Both of the above gists can be improved and are not perfect, but if you want greater control over your project builds then I absolutely recommend a build system. The infinitely talented Dominic Graefen conducted a small survey on build systems and the results can be read here. Dominic is also the man behind Buildr-as3 which is the tool I am recommending for Flex builds. The reason why I am recommending Buildr-as3 over my other fave Project Sprouts is I struggled ages ago with getting Project Sprouts to compile headlessly on a CI server and I also found that configuration and setup for a Flex build was slightly less trouble. Also Dominic and I spent quite a lot of time together going through mxmlc compilation using Buildr-as3 and he added some great improvements over the months.
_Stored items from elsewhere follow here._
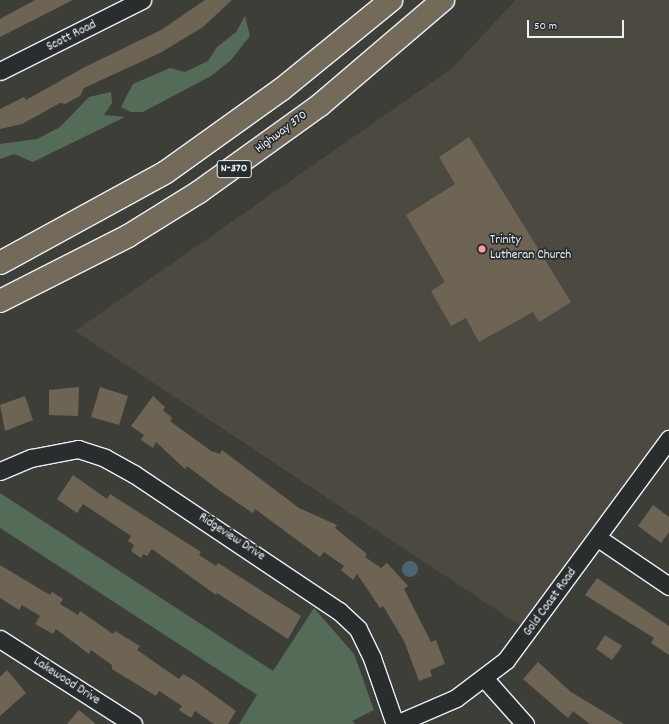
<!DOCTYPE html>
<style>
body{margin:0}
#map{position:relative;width:669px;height:724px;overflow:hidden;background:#3e3e39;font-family:Dekko,sans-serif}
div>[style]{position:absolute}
.built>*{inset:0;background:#4c4941}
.green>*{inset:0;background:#546b58}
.water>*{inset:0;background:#4c6370}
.round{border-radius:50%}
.building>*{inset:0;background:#6e6454}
.roads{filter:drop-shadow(1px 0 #e8f1f8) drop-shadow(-1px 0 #e8f1f8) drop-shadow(0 1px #e8f1f8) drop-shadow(0 -1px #e8f1f8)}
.minor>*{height:17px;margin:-8.5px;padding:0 8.5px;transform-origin:8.5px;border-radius:8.5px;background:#2a2d2e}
.highway>*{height:22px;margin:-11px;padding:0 11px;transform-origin:11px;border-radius:11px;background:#746a5a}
.dots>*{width:11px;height:11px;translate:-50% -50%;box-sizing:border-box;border:2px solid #2a2d2e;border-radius:50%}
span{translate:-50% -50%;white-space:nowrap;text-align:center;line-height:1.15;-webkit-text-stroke:3.5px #2a2d2e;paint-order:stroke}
.shield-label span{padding:1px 3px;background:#2a2d2e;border:1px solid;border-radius:3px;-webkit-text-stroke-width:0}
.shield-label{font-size:12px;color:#e8f1f8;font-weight:700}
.street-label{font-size:13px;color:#e8f1f8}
.poi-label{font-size:13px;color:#e8f1f8}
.left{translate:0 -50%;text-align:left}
.scale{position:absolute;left:527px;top:20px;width:97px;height:18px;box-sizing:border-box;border:2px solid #e8f1f8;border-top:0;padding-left:5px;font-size:12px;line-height:14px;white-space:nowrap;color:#e8f1f8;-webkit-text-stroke:3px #2a2d2e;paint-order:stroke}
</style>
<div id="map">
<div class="built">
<i style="clip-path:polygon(516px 0,669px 0,669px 439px,530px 632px,75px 331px,451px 69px)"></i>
</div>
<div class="green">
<i style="clip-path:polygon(245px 16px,250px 36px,231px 60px,211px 76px,143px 112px,130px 112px,121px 107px,133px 84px,170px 68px,185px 72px,208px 61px,217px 47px,236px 32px)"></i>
<i style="clip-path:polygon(111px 92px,112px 103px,104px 115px,125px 117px,33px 162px,14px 154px,0 159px,0 144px,37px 139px,60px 127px,89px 97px)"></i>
<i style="clip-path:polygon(0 493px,273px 671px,314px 608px,354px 654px,374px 710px,352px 721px,355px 724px,239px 724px,257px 695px,0 528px)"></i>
</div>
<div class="water">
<i class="round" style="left:402px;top:561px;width:16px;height:16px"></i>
</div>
<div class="building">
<i style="clip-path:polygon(35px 0,73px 0,0 37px,0 19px)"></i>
<i style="clip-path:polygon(205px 0,232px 0,203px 27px,160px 53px,84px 88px,80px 96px,65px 104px,60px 103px,22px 124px,0 129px,0 109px,24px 97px,26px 100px,85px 67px,161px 30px)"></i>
<i style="clip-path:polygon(469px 137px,571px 302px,539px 322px,533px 312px,479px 342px,466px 318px,451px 326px,431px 291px,445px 282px,406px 215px,455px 184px,439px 157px)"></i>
<i style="clip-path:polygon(79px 387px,78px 416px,49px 415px,49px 390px)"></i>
<i style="clip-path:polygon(100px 387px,128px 396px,119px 425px,91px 417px)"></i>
<i style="clip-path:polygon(25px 396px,33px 420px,5px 431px,0 405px)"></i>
<i style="clip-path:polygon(153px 396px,165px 407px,163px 410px,172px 418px,170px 421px,211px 451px,220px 454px,222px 450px,299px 508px,337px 525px,335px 528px,367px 554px,365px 557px,381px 568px,387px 563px,408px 586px,404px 589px,431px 642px,436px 640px,445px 664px,430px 670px,432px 676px,419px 681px,404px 641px,383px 606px,380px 608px,357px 574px,353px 580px,341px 570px,344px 566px,324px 552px,320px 557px,255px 509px,253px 513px,220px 491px,187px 466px,185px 469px,156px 442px,153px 448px,141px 440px,144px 435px,131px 426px)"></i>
<i style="clip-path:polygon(73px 475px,107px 499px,110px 494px,201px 552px,199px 555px,216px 566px,218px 563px,301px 616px,288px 639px,217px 593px,216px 595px,152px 549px,147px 556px,143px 554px,141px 558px,131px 551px,134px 545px,128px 541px,131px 536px,83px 504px,77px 513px,57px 499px)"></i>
<i style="clip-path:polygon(653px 505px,669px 517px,669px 532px,661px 543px,638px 526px)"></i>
<i style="clip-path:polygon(0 565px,50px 595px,52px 592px,63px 599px,60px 604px,78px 615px,80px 611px,113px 634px,115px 631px,140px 646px,137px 650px,179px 679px,183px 674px,192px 679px,236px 711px,228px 724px,214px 724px,195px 711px,191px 718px,179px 710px,182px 706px,159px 691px,156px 696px,138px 685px,112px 669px,112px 665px,91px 650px,89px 654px,56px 629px,53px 634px,35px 624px,40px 616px,22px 605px,19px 610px,0 598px)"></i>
<i style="clip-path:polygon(597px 578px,669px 626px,669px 655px,651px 643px,654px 638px,585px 595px)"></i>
<i style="clip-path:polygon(605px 635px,622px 646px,612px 660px,596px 649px)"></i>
<i style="clip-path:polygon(538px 662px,571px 692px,624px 724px,590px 724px,573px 711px,568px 718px,523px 679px)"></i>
<i style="clip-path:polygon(7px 670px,26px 693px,0 716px,0 677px)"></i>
<i style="clip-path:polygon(79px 710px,96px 724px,67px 724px)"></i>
</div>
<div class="roads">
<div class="minor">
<i style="left:0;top:71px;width:159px;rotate:-26.6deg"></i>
<i style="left:0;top:471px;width:34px;rotate:-23deg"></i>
<i style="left:31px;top:458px;width:48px;rotate:-10.8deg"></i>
<i style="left:78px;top:449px;width:28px;rotate:18deg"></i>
<i style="left:105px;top:458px;width:33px;rotate:29deg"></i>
<i style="left:134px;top:474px;width:247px;rotate:33.8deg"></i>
<i style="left:339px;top:611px;width:26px;rotate:43deg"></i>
<i style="left:358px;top:629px;width:32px;rotate:64deg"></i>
<i style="left:372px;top:658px;width:70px;rotate:70.8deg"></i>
<i style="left:598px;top:538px;width:86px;rotate:34.1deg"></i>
<i style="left:0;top:639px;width:158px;rotate:32.6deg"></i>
<i style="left:484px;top:678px;width:62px;rotate:48.3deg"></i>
<i style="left:396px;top:724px;width:65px;rotate:-23.4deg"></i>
<i style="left:456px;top:698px;width:63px;rotate:-37.2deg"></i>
<i style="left:506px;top:660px;width:275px;rotate:-53.6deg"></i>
</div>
<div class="highway">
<i style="left:0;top:263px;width:189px;rotate:-28.7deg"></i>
<i style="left:166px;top:172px;width:143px;rotate:-35.6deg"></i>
<i style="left:282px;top:89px;width:141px;rotate:-39.2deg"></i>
<i style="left:0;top:301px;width:144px;rotate:-26.9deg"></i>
<i style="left:128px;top:236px;width:84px;rotate:-31.8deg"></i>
<i style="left:199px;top:192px;width:149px;rotate:-35.7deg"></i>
<i style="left:320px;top:105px;width:162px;rotate:-40.5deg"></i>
</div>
</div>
<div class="dots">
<i style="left:482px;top:249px;background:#ff9aa2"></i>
</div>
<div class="shield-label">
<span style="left:234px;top:169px">N-370</span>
</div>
<div class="street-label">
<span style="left:72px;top:37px;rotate:-27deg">Scott Road</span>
<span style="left:282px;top:133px;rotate:-37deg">Highway 370</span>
<span style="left:231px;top:538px;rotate:33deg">Ridgeview Drive</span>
<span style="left:551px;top:603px;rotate:-54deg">Gold Coast Road</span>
<span style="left:66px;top:682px;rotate:33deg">Lakewood Drive</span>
</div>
<div class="poi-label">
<span class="left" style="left:490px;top:249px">Trinity<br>Lutheran Church</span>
</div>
<div class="scale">50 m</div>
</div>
If you do want to stick with the more verbose alternative ANT which I am aware is quite popular for Flex projects due to the integration in Flex Builder, then please be sure to check out my Ant-Funk git repos.
To install Buildr-as3 simply read this post on Dominic’s blog, be sure to install the latest pre-release version of Buildr-as3 by running the following command:
gem install buildr-as3 -v "0.2.30.pre"
Next create a buildfile in your project root and copy the contents of this buildfile gist. The example buildfile I wrote should cover most of the options you will configure on projects and include:
- Customising src directory layout.
- Customising test directory layout.
- Adding SWC libs.
- Custom compilation location.
- Running tests using FlexUnit.
- Specifying Flex SDK version.
- Additional compiler arguments.
- Additional src path locations.
- Locale configuration.
- Conditional compiler definitions.
Feel free to ask about any other configuration options.
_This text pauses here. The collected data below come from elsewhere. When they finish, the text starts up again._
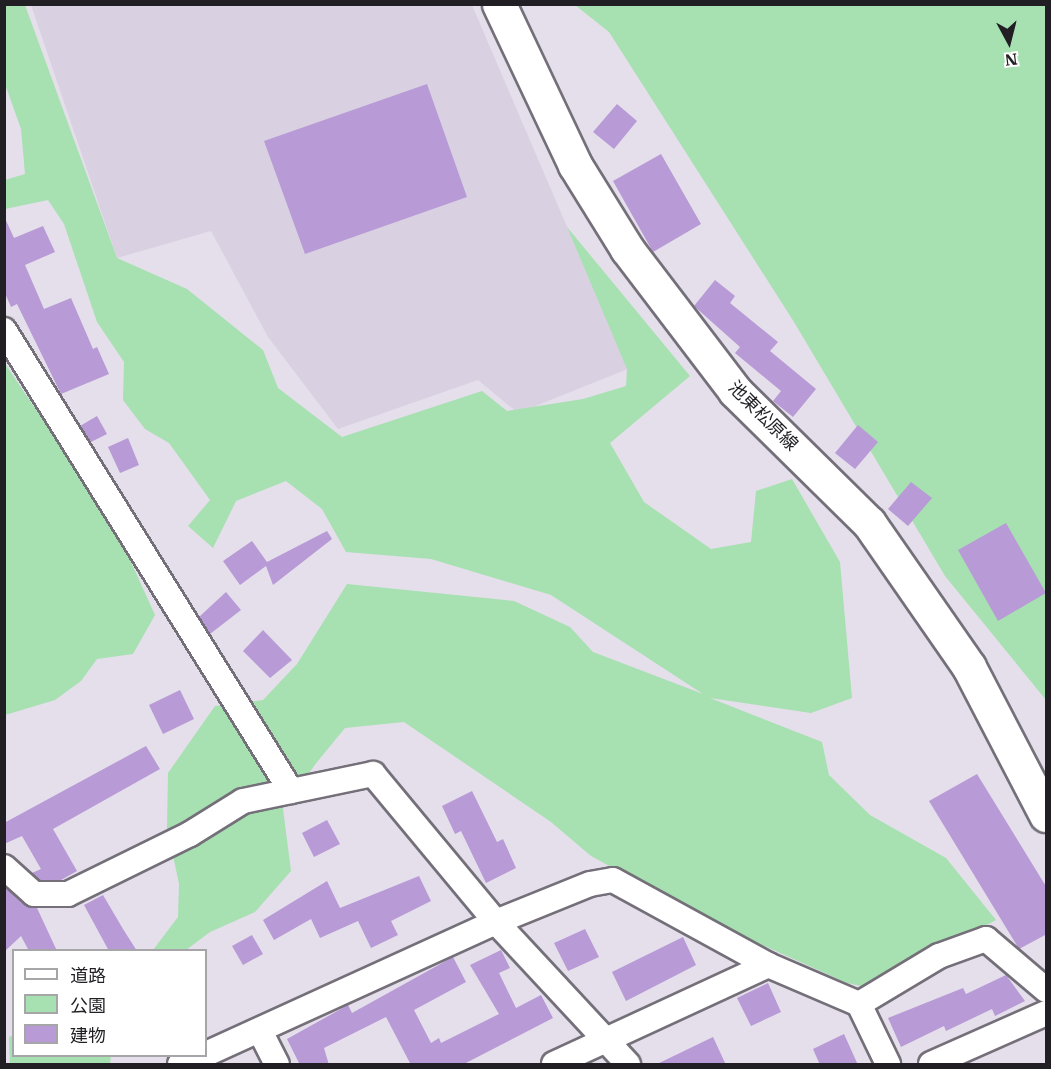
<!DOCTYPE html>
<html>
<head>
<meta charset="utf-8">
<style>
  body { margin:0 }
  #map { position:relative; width:1051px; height:1069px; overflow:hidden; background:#e4dfea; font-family:"IBM Plex Serif","Noto Sans JP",serif }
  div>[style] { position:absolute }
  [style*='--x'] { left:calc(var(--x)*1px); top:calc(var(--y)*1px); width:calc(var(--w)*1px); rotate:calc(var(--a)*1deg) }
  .built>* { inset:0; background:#d9d1e2 }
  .green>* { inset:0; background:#a7e0b1 }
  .building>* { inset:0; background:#b79ad6 }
  .roads { filter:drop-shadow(2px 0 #746f79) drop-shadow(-2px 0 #746f79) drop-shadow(0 2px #746f79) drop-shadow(0 -2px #746f79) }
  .street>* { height:24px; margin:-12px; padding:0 12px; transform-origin:12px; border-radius:12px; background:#fff }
  .secondary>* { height:33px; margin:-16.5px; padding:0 16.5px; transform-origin:16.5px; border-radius:16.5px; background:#fff }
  span { translate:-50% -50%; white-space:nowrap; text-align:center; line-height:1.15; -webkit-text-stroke:4.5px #fff; paint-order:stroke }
  .street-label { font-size:18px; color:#211f24 }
  .frame { position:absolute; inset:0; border:6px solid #211f24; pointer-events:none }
  .legend { position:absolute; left:12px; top:949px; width:195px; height:108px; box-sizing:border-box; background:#fff; border:2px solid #a6a5a7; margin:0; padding:8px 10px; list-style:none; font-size:18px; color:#211f24 }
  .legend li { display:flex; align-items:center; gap:12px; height:30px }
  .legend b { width:30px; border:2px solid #a6a5a7 }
  .north { position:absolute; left:979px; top:12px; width:60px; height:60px; -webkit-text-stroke:4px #fff; paint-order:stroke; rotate:173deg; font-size:16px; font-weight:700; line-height:24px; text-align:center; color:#211f24 }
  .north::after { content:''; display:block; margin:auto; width:21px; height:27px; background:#211f24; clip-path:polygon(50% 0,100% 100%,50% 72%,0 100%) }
</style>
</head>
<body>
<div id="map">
  <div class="built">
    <i style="clip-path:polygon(31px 5px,472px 5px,628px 369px,518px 413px,478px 380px,338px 429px,268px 337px,211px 231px,117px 258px)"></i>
  </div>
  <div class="green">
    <i style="clip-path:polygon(5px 5px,25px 5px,117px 258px,187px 289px,263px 350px,278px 388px,342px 437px,482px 391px,507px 411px,583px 399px,626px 386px,627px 369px,567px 227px,690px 376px,610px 443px,644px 502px,711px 549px,751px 542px,756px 491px,792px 479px,840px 562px,852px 698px,811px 713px,710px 698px,822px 742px,829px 775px,870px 815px,946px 858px,996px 920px,870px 988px,847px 983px,718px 925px,591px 856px,551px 822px,404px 722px,345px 728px,317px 762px,283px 809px,291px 871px,255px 912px,210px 932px,186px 950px,153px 950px,178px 917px,179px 884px,167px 827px,168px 773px,215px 706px,263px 700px,297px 664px,347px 584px,514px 601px,570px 627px,593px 652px,703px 694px,551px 595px,431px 559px,346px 552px,322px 509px,286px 481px,236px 501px,213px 548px,188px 526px,210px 500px,169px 443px,145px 429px,123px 400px,124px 362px,97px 322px,64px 224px,48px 200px,5px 209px,5px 180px,25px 174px,21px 129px,5px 84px)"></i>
    <i style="clip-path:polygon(575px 5px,1046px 5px,1046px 700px,945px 576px,794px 322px,609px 32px)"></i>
    <i style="clip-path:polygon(4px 362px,116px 529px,155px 615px,133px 654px,97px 659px,81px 681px,55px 700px,5px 715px)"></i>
    <i style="clip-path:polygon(13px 1035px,14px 1056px,111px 1056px,110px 1064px,10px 1064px,9px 1037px)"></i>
  </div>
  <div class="building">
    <i style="clip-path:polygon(427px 84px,467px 197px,305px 254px,264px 141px)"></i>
    <i style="clip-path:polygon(617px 104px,637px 121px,614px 149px,593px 132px)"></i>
    <i style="clip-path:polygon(661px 154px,701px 224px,653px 252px,613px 181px)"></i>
    <i style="clip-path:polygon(4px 216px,14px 238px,43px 226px,55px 252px,25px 265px,44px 309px,71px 298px,93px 349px,97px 347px,109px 374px,61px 394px,17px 304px,11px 307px,4px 291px)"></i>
    <i style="clip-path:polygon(715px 280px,735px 296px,730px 303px,778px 342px,770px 351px,816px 389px,793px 417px,773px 401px,781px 391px,735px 353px,740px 347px,694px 306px)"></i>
    <i style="clip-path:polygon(97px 416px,107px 434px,91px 442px,80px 426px)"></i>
    <i style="clip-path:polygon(858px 425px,878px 442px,855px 469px,835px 453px)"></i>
    <i style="clip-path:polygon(128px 438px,139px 465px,120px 473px,108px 447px)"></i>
    <i style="clip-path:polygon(911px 482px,932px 498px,908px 526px,888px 509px)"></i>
    <i style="clip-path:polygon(1006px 523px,1046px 593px,998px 621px,958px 550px)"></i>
    <i style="clip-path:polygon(327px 531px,332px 539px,273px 585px,266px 566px,240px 585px,223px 561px,252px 541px,267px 562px)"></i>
    <i style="clip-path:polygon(226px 592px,241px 610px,210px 634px,199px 617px)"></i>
    <i style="clip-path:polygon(263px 630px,292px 660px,270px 678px,243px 651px)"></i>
    <i style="clip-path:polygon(180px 690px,194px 719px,163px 734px,149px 705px)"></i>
    <i style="clip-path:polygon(146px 746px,160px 769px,53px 829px,77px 871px,61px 880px,39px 880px,32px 873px,41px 869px,22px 836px,4px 844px,4px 823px)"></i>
    <i style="clip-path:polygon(977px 774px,1047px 888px,1047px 934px,1019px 949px,929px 801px)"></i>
    <i style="clip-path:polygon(472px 791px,497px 842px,503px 839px,516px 868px,486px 883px,461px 831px,455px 834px,442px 806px)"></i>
    <i style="clip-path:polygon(327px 820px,340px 844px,314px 857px,302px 833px)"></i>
    <i style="clip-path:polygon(419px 876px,431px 901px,391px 921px,398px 935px,371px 948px,358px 921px,320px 938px,311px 919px,274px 940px,263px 920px,327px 881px,340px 908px)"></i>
    <i style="clip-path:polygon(5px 887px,24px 905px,37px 908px,57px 951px,29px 951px,21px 936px,4px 952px)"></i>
    <i style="clip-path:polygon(103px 895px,123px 929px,137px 951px,109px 951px,84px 905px)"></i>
    <i style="clip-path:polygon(585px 929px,599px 957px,568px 971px,554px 943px)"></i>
    <i style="clip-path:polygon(252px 935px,263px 954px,243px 965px,232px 946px)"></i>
    <i style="clip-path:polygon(683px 937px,696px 965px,626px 1001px,612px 972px)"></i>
    <i style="clip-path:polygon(501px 950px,510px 968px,499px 973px,516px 1008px,541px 995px,553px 1018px,462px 1065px,411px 1065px,386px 1017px,324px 1048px,329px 1065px,300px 1065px,287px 1039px,348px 1005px,352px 1013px,453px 957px,466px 982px,414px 1010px,431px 1043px,439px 1038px,441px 1043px,499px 1014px,470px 965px)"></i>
    <i style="clip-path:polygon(1006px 975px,1025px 1001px,995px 1016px,992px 1009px,946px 1031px,944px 1026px,901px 1047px,888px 1018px,963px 988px,966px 994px)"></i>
    <i style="clip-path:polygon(768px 983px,781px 1012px,751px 1026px,737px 998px)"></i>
    <i style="clip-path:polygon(844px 1034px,858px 1065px,820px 1065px,813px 1049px)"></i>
    <i style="clip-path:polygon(713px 1037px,726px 1065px,655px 1065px)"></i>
  </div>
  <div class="roads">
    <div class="street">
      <i style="--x:4;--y:330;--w:543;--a:58.1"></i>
      <i style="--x:4;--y:867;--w:40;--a:42"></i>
      <i style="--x:34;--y:894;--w:34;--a:0"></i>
      <i style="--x:68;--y:894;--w:136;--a:-26.2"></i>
      <i style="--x:190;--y:834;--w:62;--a:-31.9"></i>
      <i style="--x:243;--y:801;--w:133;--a:-11.7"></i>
      <i style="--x:373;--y:774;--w:192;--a:50.3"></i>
      <i style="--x:496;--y:922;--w:194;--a:47.1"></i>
      <i style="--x:859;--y:1004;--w:93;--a:-31"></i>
      <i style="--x:939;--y:956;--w:50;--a:-19.9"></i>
      <i style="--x:986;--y:939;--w:79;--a:40.4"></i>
      <i style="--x:260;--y:1031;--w:37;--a:63"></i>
      <i style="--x:206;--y:1054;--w:319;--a:-24.5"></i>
      <i style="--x:496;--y:922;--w:101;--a:-22"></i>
      <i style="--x:590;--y:884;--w:23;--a:-10"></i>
      <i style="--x:613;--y:880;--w:177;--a:28.7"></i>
      <i style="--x:180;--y:1064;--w:23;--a:-20"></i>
      <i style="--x:554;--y:1064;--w:236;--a:-24.8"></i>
      <i style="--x:768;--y:965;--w:99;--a:23.2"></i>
      <i style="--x:859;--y:1004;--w:67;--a:64.2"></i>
      <i style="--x:931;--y:1064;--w:126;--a:-23.9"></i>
    </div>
    <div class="secondary">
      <i style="--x:499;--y:4;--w:178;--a:64.7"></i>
      <i style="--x:575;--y:165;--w:99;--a:58.2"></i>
      <i style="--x:627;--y:249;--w:178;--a:52.7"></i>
      <i style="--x:735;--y:391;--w:188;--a:44.6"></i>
      <i style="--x:869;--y:523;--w:175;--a:55.2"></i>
      <i style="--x:969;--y:667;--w:167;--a:62.5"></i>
    </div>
  </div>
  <div class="street-label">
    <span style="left:763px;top:416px;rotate:45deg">池東松原線</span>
  </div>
  <div class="frame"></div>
  <ul class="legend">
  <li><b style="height:8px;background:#fff"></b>道路</li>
  <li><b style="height:16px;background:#a7e0b1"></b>公園</li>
  <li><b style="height:16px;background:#b79ad6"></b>建物</li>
  </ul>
  <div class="north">N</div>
</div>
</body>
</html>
Now lets run Buildr-as3 from within ST2, navigate to your ST2 preferences > Browse Packages and create a new directory named Buildr-as3 and create a new file named buildr-as3.sublime-build and copy the contents of the following buildr-as3.sublime-build gist. This sublime-build is configured to run using rbenv, there are however, rvm instructions out there to help ammend my gist accordingly.
If you now hit ⌘ + B (cmd B) in a project configured and with an updated buildfile you should see your SWF get’s compiled. Be aware, due to Buildr-as3 using Maven (the only downside in my opinion) it will first download the relevant Flex SDK and libraries.
@stevecarpenter went on to ask me about launching the browser. This could be configured, ST2 also has an excellent sidebar package where you can preview in a browser. I like LiveReload and there is also a package for LiveReload. I have heard it’s not 100% perfect i.e. it doesn’t always reload the page or crashes ST2 but in the majority of my development I have found it works a charm. Expect the browser to refresh automatically when you recompile your SWF, job done!
A few options are:
- Using FDB.
- Firebug in FireFox.
- A super simple app I wrote for local or remote logging (no breakpoints/stack traces) named Beaver (nuff said)!
I have created an example sublime flex project on github you can download and run in ST2.